Выбрать главу

Гаснет свет.

Часть вторая

Время спустя. Та же комната. Иван, руки скрестив на груди, с демоническим видом стоит на столе.

Иван(низко гудит). Я — Вечный Дух, Вечный Жид, Вечный Скиталец, Вечная Тень Господа! Я добр и я страшен, я нежен — я груб, я полон — я пуст, я проклятие… (Забывает текст.) Мм, я проклятие, проклятие… Чертова жара, я проклятие… Плавятся мозги — я, наверно, в аду… Я пуст, я проклятие, я пуст, я проклятие…

Бьет себя по лбу, слезает, наливает водки в стакан — выпивает; крякает, жмурится, хватается за огурец — впрочем, тут же отшвыривает; закуривает, жадно затягивается, находит тетрадь, листает; ищет очки, талдычит: «я проклятие, я проклятие…» Поперхнулся, закашлялся, гасит сигарету в тарелке, кидается к телефону.

Шалом, пожалуйста, Соню!.. Мне Соню, мне Соню, я Соню прошу!.. Да, да, пожалуйста, Соню! Да, ради Бога, прошу!.. (Бормочет.) Я пуст, я проклятие… Кажется, все говорю, как положено — все равно надо поизмываться: какая Сонья да зачем тебе Сонья?.. (Вдруг, кричит.) Сонечка, солнышко, это я, Иван Алексеевич! Извини, что мешаю работать, только звоню спросить: как ты себя чувствуешь?.. Что, хорошо чувствуешь, хорошо?.. Ничего не болит, а?.. Точно, скажи, ничего не болит — точно, да?.. А, Сонечка, детка, скажи… скажи, если знаешь: пульс у тебя нормальный?.. Была у врача, проверяла, да?.. Что врач сказал — пульс хороший?.. Соня, смотри, это хорошо!.. Я говорю: в твоем положении это очень хорошо, если пульс нормальный!.. Хорошо-хорошо, Соня, хорошо!.. Понимаю, детка, работа, я сам весь по уши в работе, делаю монолог… Мм, вдруг, подумал, нормальный пульс — отражение состояния… какого-то там, короче, состояния… Ты это… в общем, ты главное — не волнуйся, хорошо?.. Все образуется, детка, увидишь… Ну, пока, я еще позвоню… Да, пока, пока…(Задумчиво бормочет.) Я — Вечный Дух, Вечный Жид, Вечный Скиталец… я сам себе вырвал язык — но я кричу из последних сил, ибо я и есть глас вопиющего в пустыне…

Долго молчит; внезапно с силой бьет себя по лбу.

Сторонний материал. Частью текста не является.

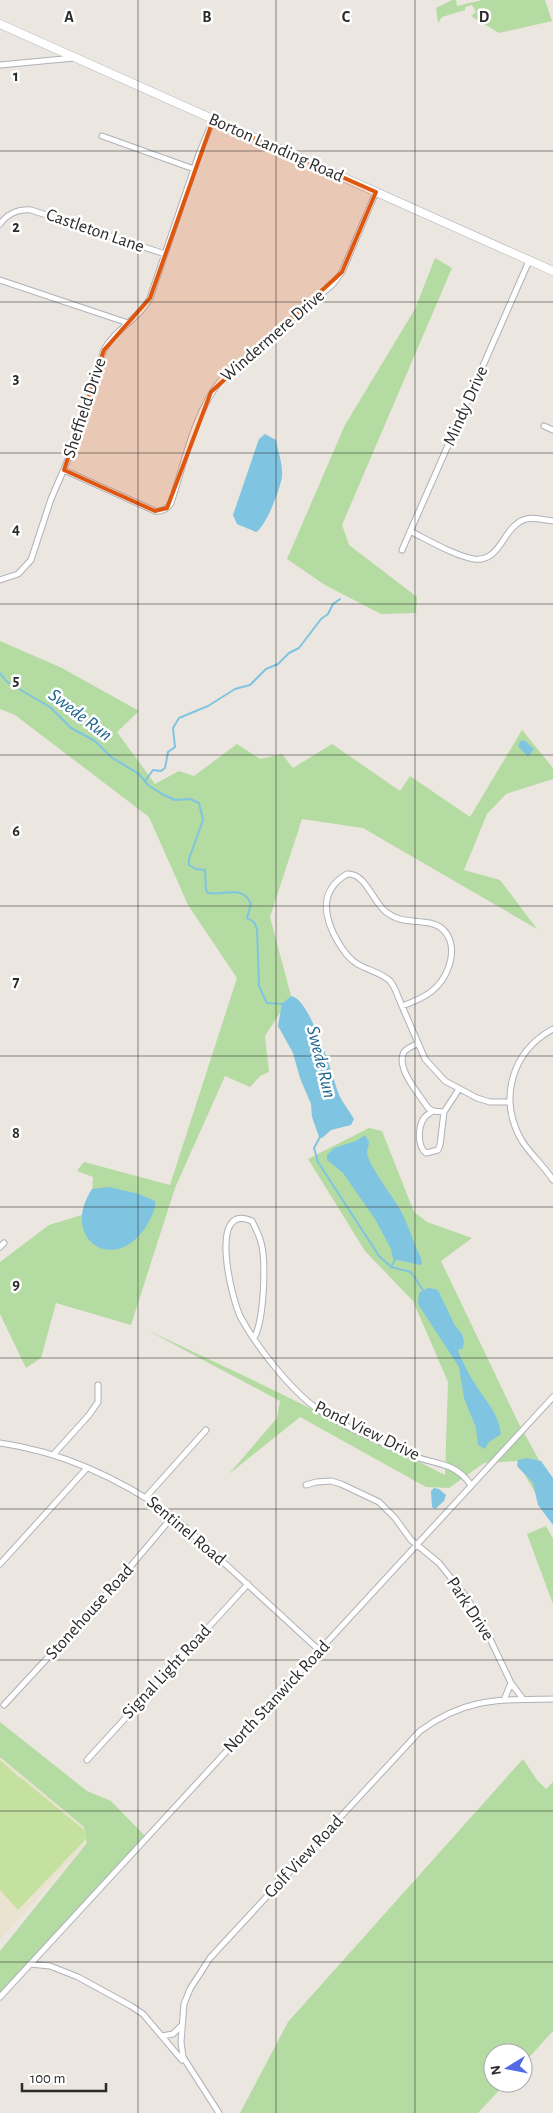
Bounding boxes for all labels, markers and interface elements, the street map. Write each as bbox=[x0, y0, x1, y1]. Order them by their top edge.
text: A bbox=[64, 9, 74, 25]
text: B bbox=[202, 9, 212, 25]
text: C bbox=[342, 9, 351, 25]
text: D bbox=[479, 9, 490, 25]
text: 1 bbox=[13, 68, 19, 84]
street label: Borton Landing Road bbox=[206, 110, 346, 186]
street label: Castleton Lane bbox=[44, 206, 146, 256]
text: 2 bbox=[12, 219, 20, 235]
street label: Windermere Drive bbox=[218, 286, 328, 386]
street label: Sheffield Drive bbox=[60, 356, 110, 460]
street label: Mindy Drive bbox=[440, 363, 492, 449]
text: 3 bbox=[13, 370, 20, 386]
text: 4 bbox=[12, 521, 20, 537]
text: 5 bbox=[13, 672, 20, 688]
water label: Swede Run bbox=[45, 685, 115, 745]
text: 6 bbox=[12, 823, 20, 839]
text: 7 bbox=[13, 974, 20, 990]
water label: Swede Run bbox=[303, 1024, 339, 1100]
text: 8 bbox=[12, 1125, 20, 1141]
text: 9 bbox=[12, 1276, 20, 1292]
street label: Pond View Drive bbox=[312, 1398, 422, 1464]
street label: Sentinel Road bbox=[143, 1493, 229, 1569]
street label: Stonehouse Road bbox=[43, 1561, 137, 1663]
street label: Park Drive bbox=[443, 1574, 497, 1644]
street label: Signal Light Road bbox=[119, 1622, 215, 1722]
street label: North Stanwick Road bbox=[221, 1637, 333, 1757]
street label: Golf View Road bbox=[261, 1812, 347, 1902]
north arrow bbox=[483, 2043, 533, 2093]
scale bar bbox=[22, 2060, 106, 2092]
text: N bbox=[488, 2064, 504, 2076]
text: 100 m bbox=[30, 2071, 65, 2086]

Поза. Пробует голос — как настраивает инструмент.

Мэ-мэ… мэ-мэ-мэ… Мэ… Хмэ!.. Как-то однажды, проездом из рыжего Марокко в серо-буро-ленивую Калькутту, где-то на старом базаре в белом Иерусалиме я, по случаю, приобрел у старого араба странного попугая по кличке Жопанахал. Люблю попугаев за то, что живут — и живут при том долго. Жопанахал, похоже, жил вечно: знал Будду, Орфея, Платона, Гомера, Царя Соломона, Калигулу, Данта, Наполеона, Эйнштейна, Иосифа Сталина-Джугашвили, Монику Левински! Птица хранила на кончике клюва столько историй о стольких несчастьях — сплошные кровь, ужас, кошмар, ложь, тоска, предательство, боль, смерть… (Забывает текст, закрывает глаза, напряженно постукивает кулаком по лбу, бормочет.) Предательство, боль, смерть, предательство боль, смерть… (Бьет себя по лбу сильнее.) Предательство! Боль! Смерть!.. (Подбирает тетрадку, читает — как гвозди забивает.)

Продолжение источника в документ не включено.